Viewpoint: Statistical Data Science, The Data Analysis Side
There is no way a term like ‘Data Science’ be interpreted without including data analysis and statistics. The statistics toolbox is a large irreplaceable part of the lingua franca of science.
“I believe statistics has many cultures.”
— Emanuel Parzen, Professor, Texas A&M University
By Randy Bartlett, Feb 2014.
With so much LARGE talk about the role of Quants/statisticians and the utility of statistics, we need to restate what we view with clarity.
The data world is split into two skill sets: one for managing data and another for analyzing it.
Inside the corporation, we will describe those who perform data analysis professionally as Business Quants. The heavies, the go-to guys for data analysis, who use statistical software. I will use this less tainted term to denote those econometricians, industrial engineers, operations researchers, statisticians, et al., who apply three toolboxes: mathematics, statistics, and algorithms. Mathematical tools, which are "coated" in logic and wrapped around algorithms, address complete numbers.
Statistical tools, coated in logic and mathematics and wrapped around algorithms, address incomplete data. The coatings provide rigor. For complete numbers, we can deduce and obtain unique results (gotta like that); for incomplete data, we must infer. Other algorithmic tools (logic, heuristics, and optimization) comprise a third tool box that works in both the complete and incomplete domains. These three toolboxes have strong interdependencies and we refer to quants as those professionals who employ them to analyze data.

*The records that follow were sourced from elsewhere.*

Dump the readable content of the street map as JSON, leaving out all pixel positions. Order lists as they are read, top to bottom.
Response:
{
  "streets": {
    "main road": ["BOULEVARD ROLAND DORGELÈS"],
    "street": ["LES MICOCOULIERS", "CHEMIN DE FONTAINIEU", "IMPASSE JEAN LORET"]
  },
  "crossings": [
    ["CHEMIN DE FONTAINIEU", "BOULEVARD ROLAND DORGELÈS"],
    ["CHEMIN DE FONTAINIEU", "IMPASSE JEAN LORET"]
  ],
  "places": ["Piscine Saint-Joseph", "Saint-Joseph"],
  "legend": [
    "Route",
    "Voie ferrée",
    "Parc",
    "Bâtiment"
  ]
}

(Business) Quants must combine their knowledge about the (business) problem with a mastery of techniques from all three toolboxes. This involves knowing when each tool does and does not apply.

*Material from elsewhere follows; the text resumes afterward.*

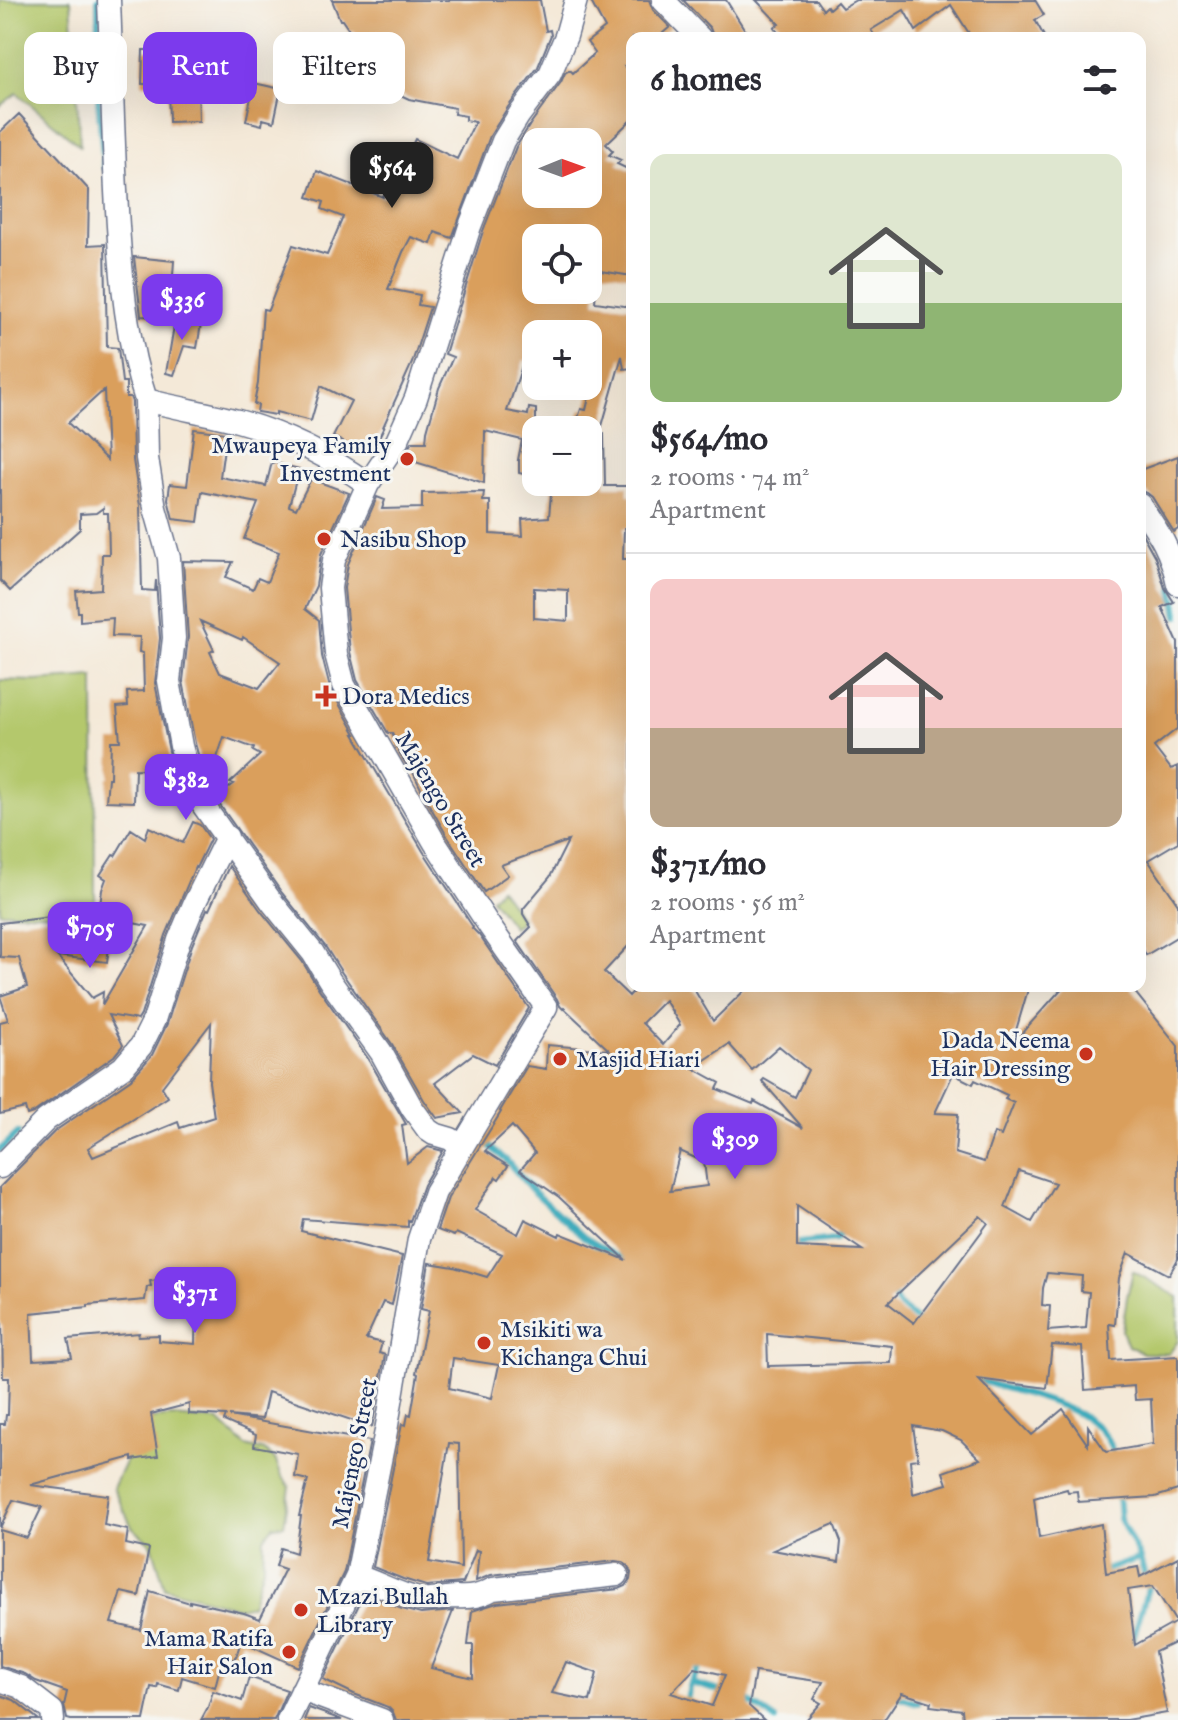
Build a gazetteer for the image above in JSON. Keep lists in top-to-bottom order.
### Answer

During the most recent hoopla, we have heard restrictive definitions of statistics and narrow perceptions of what Quants do—sometimes coming from people statistics training! Ignore them. Applied statistics includes more than the table of contents from a Stat 201 book; more than the research interests of statistics professors; and more topics than time to cover them in graduate school. A realistic definition of applied statistics includes everything we can do with statistical thinking and statistical assumptions.

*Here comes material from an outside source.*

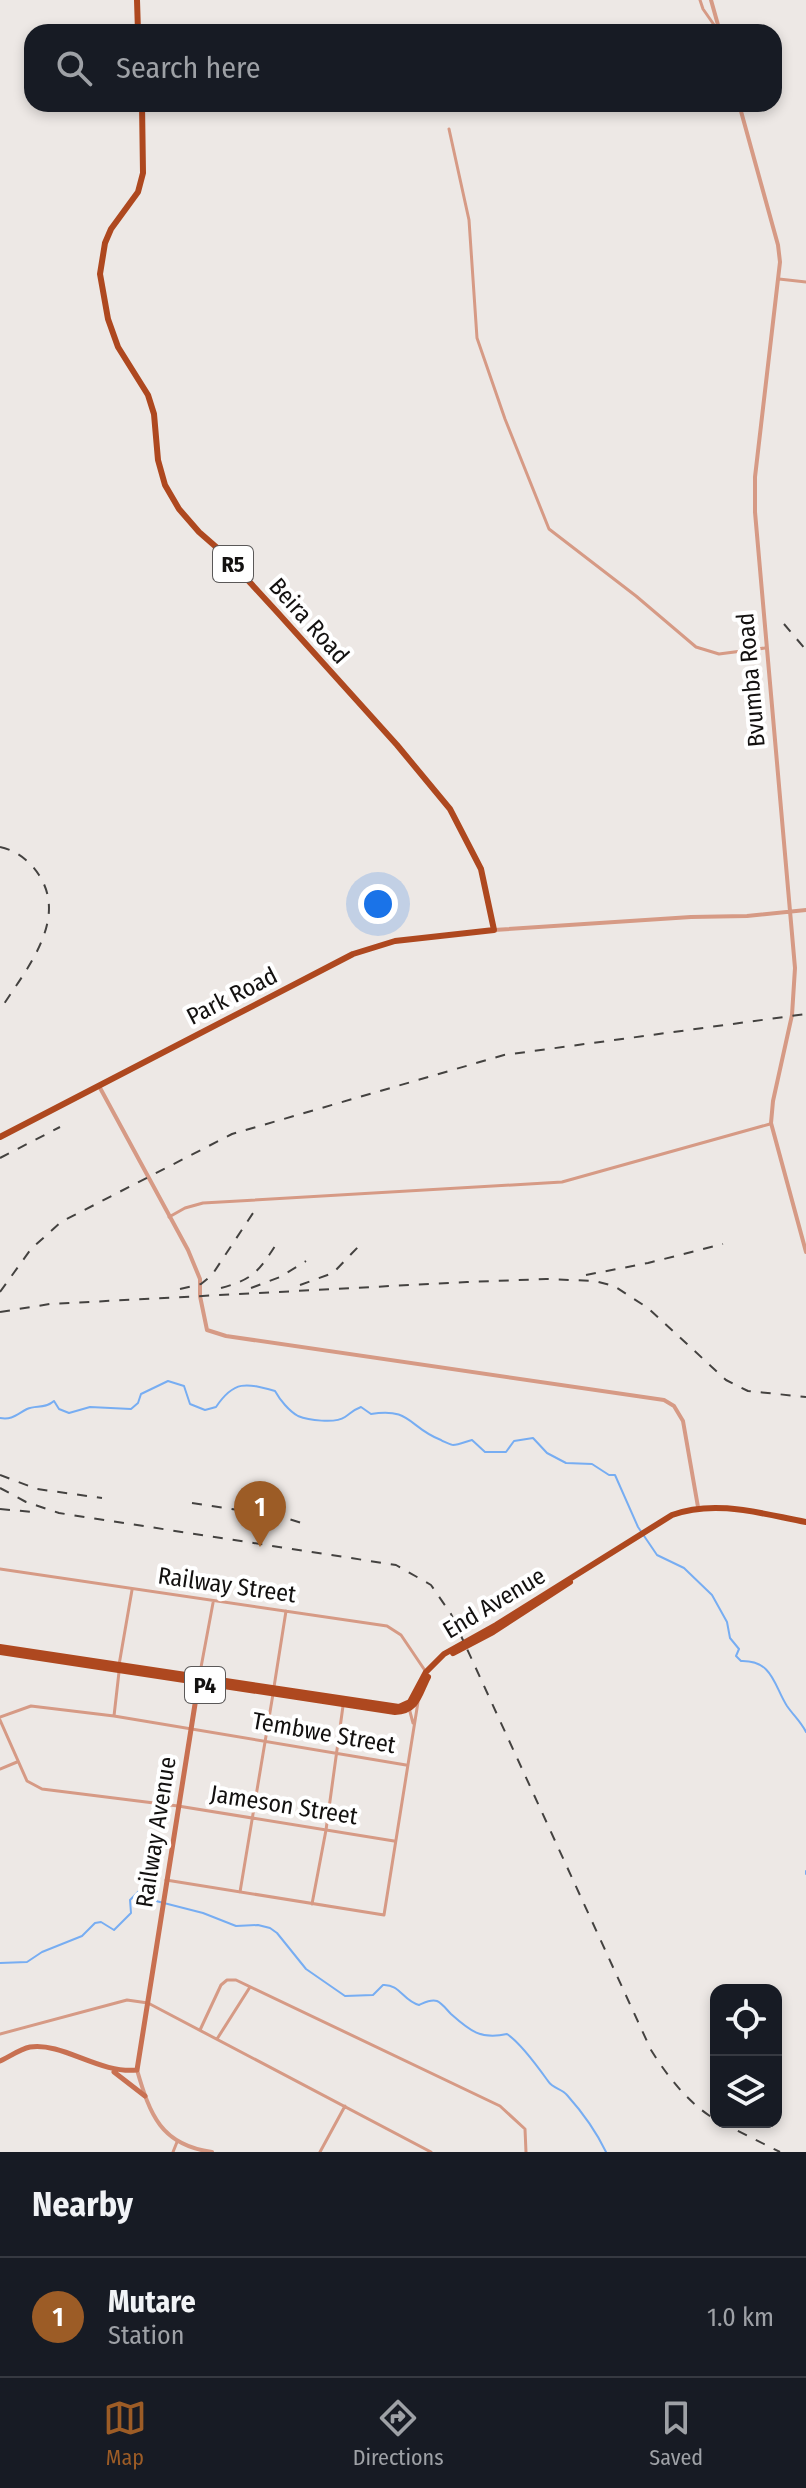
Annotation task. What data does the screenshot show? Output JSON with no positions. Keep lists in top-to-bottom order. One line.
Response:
{"streets":{"highway":["R5","Beira Road","Park Road","End Avenue","P4"],"main road":["Railway Avenue"],"street":["Bvumba Road","Railway Street","Tembwe Street","Jameson Street"]},"crossings":[["Beira Road","Park Road"],["Railway Street","End Avenue"],["Railway Street","Railway Avenue"],["End Avenue","P4"],["End Avenue","Tembwe Street"],["End Avenue","Jameson Street"],["P4","Railway Avenue"],["Tembwe Street","Railway Avenue"],["Jameson Street","Railway Avenue"]],"page":{"search":"Search here","pins":"1","heading":"Nearby","list":[{"mark":"1","name":"Mutare","note":"Station","value":"1.0 km"}],"nav":["Map","Directions","Saved"]}}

That written, there are those who want to play down statistics in Data Science and there are those who want to play down Data Science by not including statistics. To the first, I write that there is no new vision of how to approach data without knowing statistics. To both, I write that there is no way a term like ‘Data Science’ will not be interpreted to include data analysis and statistics. The statistics toolbox is a large irreplaceable part of the lingua franca of science.